SUPPLIED MATERIAL section start

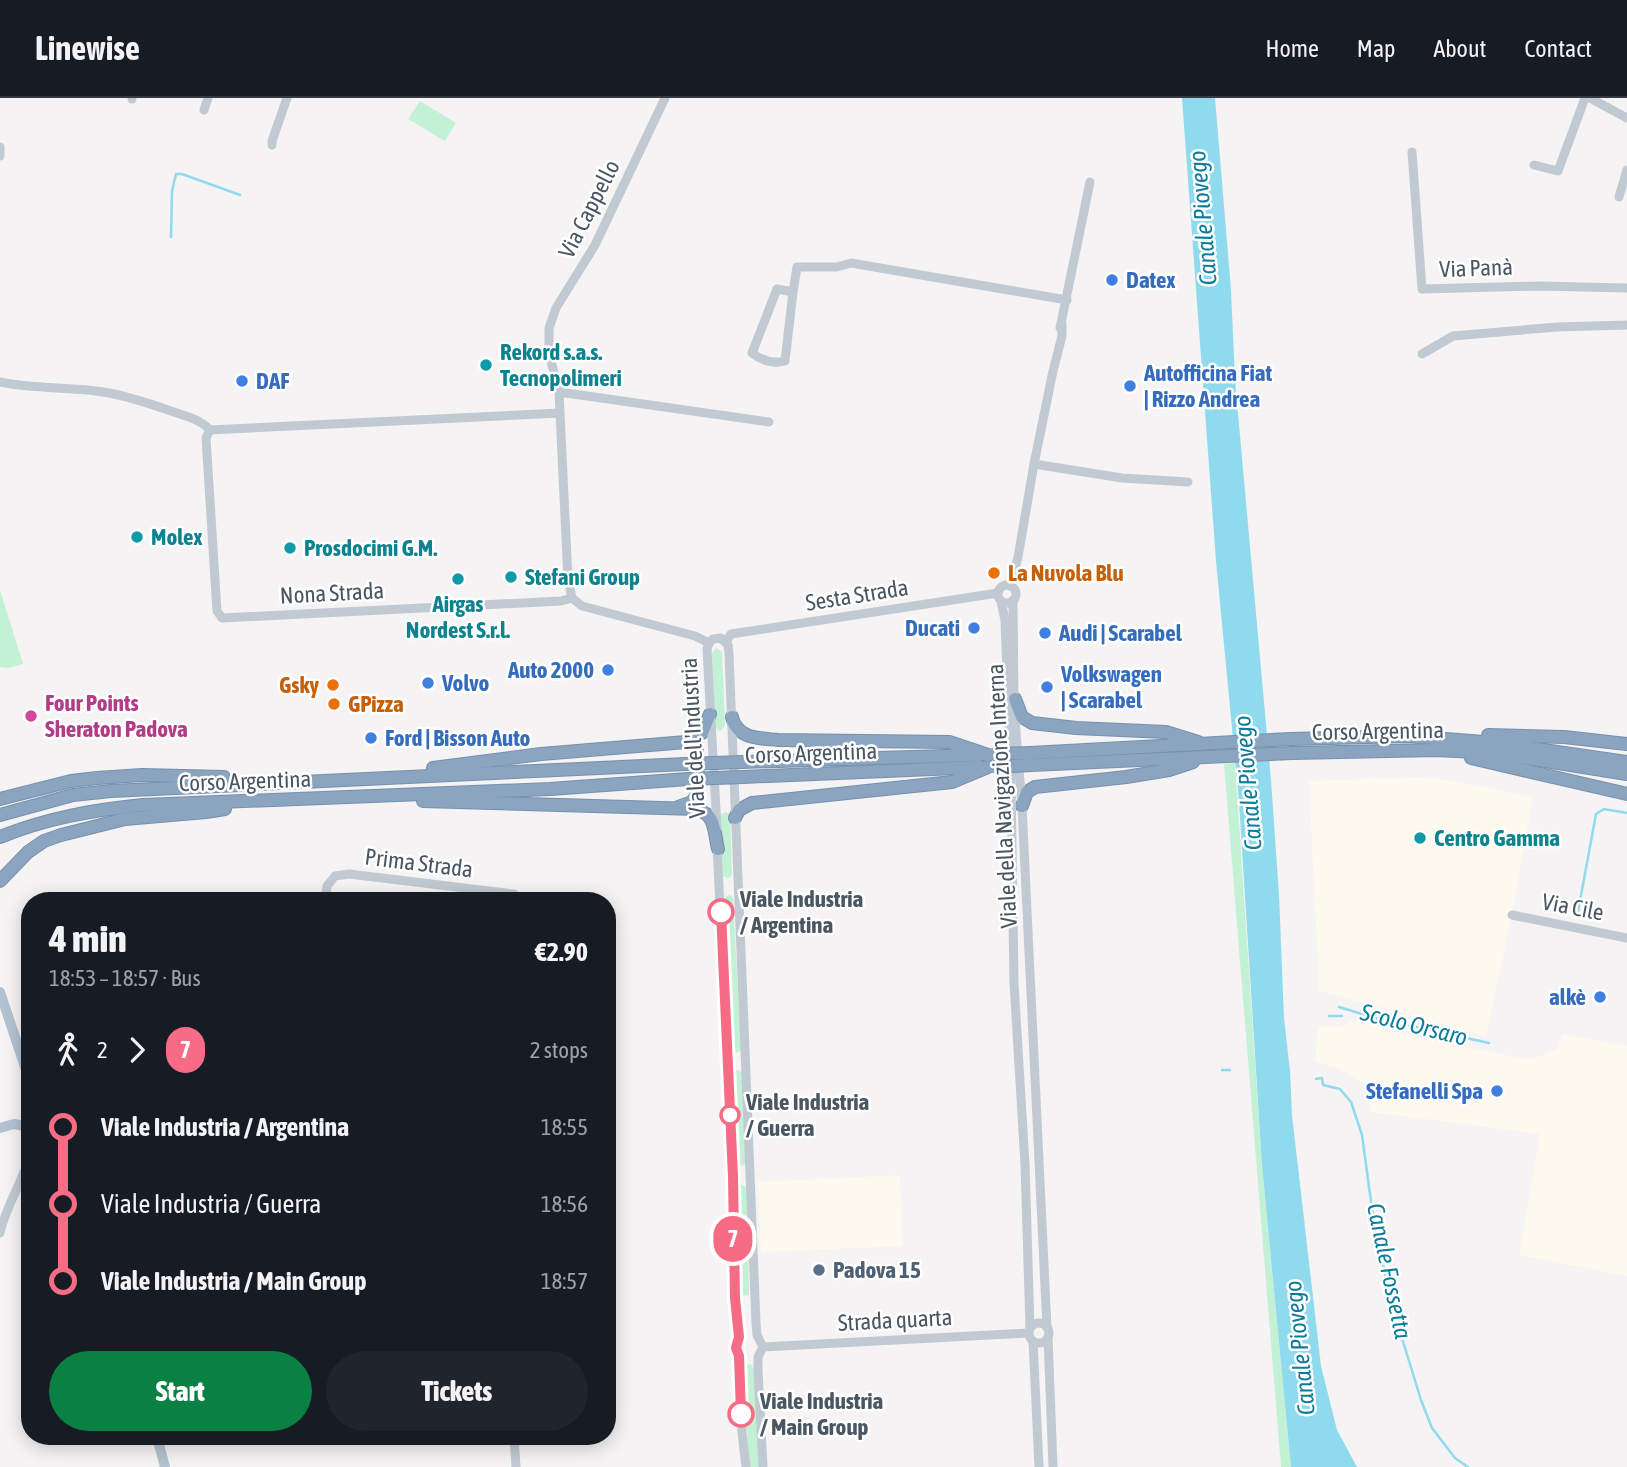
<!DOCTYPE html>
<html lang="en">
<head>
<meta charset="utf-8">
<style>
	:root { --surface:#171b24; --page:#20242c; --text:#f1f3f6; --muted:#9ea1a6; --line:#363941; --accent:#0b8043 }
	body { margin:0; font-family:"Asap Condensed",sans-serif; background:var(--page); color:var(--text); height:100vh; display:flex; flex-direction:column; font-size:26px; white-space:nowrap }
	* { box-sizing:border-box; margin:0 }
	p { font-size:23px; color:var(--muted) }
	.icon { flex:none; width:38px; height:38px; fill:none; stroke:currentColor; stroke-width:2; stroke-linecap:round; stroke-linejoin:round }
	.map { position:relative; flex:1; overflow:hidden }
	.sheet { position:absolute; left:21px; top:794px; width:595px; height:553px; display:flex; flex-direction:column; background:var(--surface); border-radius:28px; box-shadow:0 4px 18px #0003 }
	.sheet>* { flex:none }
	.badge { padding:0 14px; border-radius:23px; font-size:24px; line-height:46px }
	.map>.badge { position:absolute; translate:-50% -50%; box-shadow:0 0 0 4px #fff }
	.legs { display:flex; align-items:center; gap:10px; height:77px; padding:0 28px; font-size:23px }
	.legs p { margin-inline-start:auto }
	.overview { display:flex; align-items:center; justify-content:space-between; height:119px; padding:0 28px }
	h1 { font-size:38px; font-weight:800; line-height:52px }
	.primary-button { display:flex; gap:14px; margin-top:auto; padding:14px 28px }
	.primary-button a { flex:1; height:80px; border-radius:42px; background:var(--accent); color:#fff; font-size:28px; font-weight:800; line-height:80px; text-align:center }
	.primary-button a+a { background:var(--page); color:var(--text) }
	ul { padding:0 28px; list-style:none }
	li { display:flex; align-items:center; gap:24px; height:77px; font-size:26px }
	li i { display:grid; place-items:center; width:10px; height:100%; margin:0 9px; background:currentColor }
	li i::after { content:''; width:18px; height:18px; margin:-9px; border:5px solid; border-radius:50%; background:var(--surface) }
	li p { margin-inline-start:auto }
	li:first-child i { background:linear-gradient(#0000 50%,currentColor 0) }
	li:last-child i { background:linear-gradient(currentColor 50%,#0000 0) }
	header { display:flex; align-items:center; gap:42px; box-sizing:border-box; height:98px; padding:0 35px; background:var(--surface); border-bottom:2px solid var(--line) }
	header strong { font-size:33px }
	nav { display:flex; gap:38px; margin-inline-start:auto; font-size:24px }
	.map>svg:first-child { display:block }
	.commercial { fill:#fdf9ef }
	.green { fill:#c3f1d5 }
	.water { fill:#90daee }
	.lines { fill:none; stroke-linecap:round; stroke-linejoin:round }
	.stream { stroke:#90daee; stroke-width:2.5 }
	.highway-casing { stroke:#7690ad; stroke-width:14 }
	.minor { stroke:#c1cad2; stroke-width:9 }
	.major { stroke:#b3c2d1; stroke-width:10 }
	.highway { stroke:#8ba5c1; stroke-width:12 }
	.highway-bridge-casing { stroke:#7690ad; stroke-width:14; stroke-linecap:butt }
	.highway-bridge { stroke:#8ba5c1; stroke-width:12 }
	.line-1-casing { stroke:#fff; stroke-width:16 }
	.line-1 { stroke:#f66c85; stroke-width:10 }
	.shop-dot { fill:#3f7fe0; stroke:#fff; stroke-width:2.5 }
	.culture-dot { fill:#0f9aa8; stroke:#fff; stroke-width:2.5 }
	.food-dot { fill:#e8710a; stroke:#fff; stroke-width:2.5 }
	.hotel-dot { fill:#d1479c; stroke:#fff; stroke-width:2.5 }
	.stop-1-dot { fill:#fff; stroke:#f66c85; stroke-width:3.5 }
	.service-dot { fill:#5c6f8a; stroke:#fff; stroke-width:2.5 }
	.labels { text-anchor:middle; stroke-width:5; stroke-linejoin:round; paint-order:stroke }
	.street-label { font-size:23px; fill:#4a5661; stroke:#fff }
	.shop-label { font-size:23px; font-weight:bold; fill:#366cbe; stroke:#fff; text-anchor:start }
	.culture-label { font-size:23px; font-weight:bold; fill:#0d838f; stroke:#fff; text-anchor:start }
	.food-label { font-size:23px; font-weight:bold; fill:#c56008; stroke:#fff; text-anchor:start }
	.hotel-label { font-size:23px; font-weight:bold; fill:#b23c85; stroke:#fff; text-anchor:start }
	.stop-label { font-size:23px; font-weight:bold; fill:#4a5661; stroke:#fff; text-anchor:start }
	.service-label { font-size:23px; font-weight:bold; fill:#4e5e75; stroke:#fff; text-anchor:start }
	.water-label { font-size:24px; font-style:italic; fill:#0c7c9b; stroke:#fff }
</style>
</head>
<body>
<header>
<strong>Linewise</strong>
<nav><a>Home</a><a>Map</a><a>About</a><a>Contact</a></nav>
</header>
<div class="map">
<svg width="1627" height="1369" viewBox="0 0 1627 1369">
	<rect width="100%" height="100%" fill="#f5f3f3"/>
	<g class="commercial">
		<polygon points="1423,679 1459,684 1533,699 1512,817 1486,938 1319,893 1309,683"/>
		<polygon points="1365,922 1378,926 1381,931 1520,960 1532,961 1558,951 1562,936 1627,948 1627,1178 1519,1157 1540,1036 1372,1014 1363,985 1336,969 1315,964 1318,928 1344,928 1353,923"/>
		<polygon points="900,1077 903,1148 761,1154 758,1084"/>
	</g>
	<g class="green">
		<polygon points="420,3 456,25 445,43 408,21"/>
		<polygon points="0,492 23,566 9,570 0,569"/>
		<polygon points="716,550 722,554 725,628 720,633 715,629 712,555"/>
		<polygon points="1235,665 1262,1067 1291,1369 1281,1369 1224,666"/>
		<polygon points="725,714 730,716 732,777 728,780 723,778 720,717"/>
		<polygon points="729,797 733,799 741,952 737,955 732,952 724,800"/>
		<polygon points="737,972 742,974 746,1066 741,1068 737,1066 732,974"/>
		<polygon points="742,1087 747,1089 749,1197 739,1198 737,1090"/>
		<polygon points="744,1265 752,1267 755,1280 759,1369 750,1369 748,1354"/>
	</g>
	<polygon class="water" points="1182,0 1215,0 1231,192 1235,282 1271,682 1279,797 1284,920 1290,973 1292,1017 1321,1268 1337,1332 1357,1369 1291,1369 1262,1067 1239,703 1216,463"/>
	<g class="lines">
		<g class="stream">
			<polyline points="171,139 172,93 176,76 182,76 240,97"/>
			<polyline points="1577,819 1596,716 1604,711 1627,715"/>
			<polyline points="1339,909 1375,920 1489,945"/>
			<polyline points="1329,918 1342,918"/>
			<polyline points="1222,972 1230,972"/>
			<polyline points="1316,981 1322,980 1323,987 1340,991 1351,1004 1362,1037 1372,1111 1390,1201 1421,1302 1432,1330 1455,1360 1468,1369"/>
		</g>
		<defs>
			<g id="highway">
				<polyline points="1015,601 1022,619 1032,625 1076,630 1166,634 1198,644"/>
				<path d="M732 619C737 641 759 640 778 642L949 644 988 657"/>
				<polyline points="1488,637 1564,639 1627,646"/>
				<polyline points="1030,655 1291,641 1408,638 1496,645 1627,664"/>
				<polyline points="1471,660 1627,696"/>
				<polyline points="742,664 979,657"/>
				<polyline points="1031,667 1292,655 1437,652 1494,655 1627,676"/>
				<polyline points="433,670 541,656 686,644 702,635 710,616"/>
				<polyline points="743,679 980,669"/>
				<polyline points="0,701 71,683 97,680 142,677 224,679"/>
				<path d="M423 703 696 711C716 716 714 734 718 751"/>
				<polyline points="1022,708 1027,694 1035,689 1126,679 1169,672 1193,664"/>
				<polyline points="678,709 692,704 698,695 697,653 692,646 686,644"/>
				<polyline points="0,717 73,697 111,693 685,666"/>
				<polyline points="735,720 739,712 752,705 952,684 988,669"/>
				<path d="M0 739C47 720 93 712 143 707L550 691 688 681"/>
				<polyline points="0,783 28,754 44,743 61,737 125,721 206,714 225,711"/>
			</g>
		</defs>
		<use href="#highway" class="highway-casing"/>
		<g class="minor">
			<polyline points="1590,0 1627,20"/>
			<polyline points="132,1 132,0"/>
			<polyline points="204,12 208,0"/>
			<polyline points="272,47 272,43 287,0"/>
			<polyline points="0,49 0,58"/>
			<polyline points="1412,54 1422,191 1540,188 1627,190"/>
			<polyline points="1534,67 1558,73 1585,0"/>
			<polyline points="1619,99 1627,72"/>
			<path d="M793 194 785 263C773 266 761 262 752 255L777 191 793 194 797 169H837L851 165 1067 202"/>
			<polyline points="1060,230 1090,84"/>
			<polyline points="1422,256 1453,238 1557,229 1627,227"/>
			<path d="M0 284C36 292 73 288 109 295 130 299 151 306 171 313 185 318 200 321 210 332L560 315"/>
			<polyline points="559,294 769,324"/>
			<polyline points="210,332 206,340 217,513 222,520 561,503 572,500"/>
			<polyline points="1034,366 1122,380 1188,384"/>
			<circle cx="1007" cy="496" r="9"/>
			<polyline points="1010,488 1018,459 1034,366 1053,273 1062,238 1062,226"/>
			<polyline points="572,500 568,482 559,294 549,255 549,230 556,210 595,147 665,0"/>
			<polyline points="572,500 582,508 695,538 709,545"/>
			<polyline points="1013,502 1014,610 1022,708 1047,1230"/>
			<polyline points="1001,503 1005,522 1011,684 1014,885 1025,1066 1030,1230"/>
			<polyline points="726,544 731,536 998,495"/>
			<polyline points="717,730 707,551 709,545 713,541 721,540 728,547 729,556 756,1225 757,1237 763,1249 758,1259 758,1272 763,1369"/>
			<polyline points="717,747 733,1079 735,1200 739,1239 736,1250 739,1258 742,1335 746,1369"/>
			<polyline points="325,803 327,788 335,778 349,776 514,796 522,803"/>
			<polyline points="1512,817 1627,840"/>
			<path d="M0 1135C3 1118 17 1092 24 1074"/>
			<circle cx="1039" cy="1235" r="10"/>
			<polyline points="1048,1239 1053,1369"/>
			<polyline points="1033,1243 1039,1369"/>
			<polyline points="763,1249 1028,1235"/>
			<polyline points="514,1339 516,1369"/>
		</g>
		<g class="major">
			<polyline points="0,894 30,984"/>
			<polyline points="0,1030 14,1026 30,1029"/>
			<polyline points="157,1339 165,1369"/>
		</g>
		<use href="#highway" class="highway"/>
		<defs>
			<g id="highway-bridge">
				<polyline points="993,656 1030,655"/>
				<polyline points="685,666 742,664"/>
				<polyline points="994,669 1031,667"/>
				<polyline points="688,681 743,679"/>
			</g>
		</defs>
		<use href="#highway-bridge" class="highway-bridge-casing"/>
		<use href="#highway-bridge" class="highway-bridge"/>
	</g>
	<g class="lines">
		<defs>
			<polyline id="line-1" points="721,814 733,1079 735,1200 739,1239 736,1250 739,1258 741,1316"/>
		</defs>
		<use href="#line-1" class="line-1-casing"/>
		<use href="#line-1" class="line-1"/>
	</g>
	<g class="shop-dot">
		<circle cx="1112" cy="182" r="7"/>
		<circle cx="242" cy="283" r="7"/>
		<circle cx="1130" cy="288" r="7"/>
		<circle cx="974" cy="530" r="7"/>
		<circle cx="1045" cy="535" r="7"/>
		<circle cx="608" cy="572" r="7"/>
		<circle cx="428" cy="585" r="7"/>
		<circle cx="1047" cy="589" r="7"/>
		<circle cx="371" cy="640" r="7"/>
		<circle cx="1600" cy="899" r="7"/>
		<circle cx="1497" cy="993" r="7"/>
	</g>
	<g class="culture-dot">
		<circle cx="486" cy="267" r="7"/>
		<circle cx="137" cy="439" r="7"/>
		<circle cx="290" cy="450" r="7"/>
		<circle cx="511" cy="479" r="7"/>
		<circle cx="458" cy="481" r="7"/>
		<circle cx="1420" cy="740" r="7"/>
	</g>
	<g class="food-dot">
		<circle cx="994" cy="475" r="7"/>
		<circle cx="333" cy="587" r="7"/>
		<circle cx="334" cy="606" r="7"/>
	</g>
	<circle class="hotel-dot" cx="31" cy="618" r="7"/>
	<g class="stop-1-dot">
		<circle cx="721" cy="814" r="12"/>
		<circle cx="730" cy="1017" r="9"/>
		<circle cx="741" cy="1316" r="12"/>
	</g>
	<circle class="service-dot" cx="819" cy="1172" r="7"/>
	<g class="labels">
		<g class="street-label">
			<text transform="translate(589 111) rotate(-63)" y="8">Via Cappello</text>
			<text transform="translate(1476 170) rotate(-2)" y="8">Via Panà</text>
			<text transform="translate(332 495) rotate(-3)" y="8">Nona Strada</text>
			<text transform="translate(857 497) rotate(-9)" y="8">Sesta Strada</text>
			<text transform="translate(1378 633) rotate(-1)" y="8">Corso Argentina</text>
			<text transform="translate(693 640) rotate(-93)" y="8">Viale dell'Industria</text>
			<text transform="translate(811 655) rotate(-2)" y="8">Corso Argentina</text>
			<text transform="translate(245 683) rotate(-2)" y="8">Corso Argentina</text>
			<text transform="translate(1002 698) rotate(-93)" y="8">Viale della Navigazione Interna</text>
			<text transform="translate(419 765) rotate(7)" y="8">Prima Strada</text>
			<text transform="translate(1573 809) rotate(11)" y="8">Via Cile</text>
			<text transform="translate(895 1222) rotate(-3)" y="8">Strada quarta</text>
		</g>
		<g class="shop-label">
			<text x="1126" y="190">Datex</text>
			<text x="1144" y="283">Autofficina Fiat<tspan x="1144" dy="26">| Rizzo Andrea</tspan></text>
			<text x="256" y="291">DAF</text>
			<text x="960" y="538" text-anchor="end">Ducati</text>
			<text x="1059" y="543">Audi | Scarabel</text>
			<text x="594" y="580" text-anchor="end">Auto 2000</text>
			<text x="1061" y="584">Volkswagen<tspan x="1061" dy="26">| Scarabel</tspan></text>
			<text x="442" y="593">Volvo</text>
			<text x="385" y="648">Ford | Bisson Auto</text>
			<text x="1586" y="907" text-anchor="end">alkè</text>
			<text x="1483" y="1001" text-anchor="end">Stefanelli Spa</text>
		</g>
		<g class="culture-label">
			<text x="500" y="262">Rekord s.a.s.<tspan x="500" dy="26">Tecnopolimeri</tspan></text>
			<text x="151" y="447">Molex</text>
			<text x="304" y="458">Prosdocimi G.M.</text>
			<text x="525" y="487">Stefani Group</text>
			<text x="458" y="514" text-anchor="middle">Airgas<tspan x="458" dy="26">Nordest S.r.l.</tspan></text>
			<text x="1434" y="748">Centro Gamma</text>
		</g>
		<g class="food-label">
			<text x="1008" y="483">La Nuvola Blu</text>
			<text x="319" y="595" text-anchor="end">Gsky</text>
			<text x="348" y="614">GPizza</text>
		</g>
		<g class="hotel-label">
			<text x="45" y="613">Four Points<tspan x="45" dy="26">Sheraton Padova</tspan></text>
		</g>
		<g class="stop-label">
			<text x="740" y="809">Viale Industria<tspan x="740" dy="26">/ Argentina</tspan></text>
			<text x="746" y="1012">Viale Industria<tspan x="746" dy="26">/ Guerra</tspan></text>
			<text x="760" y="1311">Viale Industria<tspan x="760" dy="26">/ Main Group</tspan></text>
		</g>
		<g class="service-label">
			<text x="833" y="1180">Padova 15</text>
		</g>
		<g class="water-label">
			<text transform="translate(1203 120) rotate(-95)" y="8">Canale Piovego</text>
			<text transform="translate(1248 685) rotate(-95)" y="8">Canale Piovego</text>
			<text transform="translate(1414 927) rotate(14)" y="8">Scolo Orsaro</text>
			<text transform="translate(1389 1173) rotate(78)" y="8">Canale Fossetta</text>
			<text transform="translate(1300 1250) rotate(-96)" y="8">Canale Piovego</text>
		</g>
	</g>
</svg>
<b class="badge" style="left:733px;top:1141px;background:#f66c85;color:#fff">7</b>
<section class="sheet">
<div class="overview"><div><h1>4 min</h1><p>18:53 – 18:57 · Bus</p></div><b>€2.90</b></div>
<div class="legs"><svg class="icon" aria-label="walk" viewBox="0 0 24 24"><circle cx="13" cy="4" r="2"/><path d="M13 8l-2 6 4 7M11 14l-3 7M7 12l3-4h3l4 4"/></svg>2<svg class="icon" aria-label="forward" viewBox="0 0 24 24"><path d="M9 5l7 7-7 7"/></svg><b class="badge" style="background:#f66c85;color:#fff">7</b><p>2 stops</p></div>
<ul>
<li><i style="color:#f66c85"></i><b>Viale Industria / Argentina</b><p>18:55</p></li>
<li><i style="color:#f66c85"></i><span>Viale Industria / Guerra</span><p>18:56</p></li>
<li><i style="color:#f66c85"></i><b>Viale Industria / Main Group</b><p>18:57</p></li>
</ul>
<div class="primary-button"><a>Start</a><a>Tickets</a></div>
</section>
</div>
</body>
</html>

SUPPLIED MATERIAL section end

- ABOUT THIS TASK: A line belongs in the answer if it contains the word "body"; copy every such line from the data above.

- TASK SOLUTION:
	body { margin:0; font-family:"Asap Condensed",sans-serif; background:var(--page); color:var(--text); height:100vh; display:flex; flex-direction:column; font-size:26px; white-space:nowrap }
<body>
</body>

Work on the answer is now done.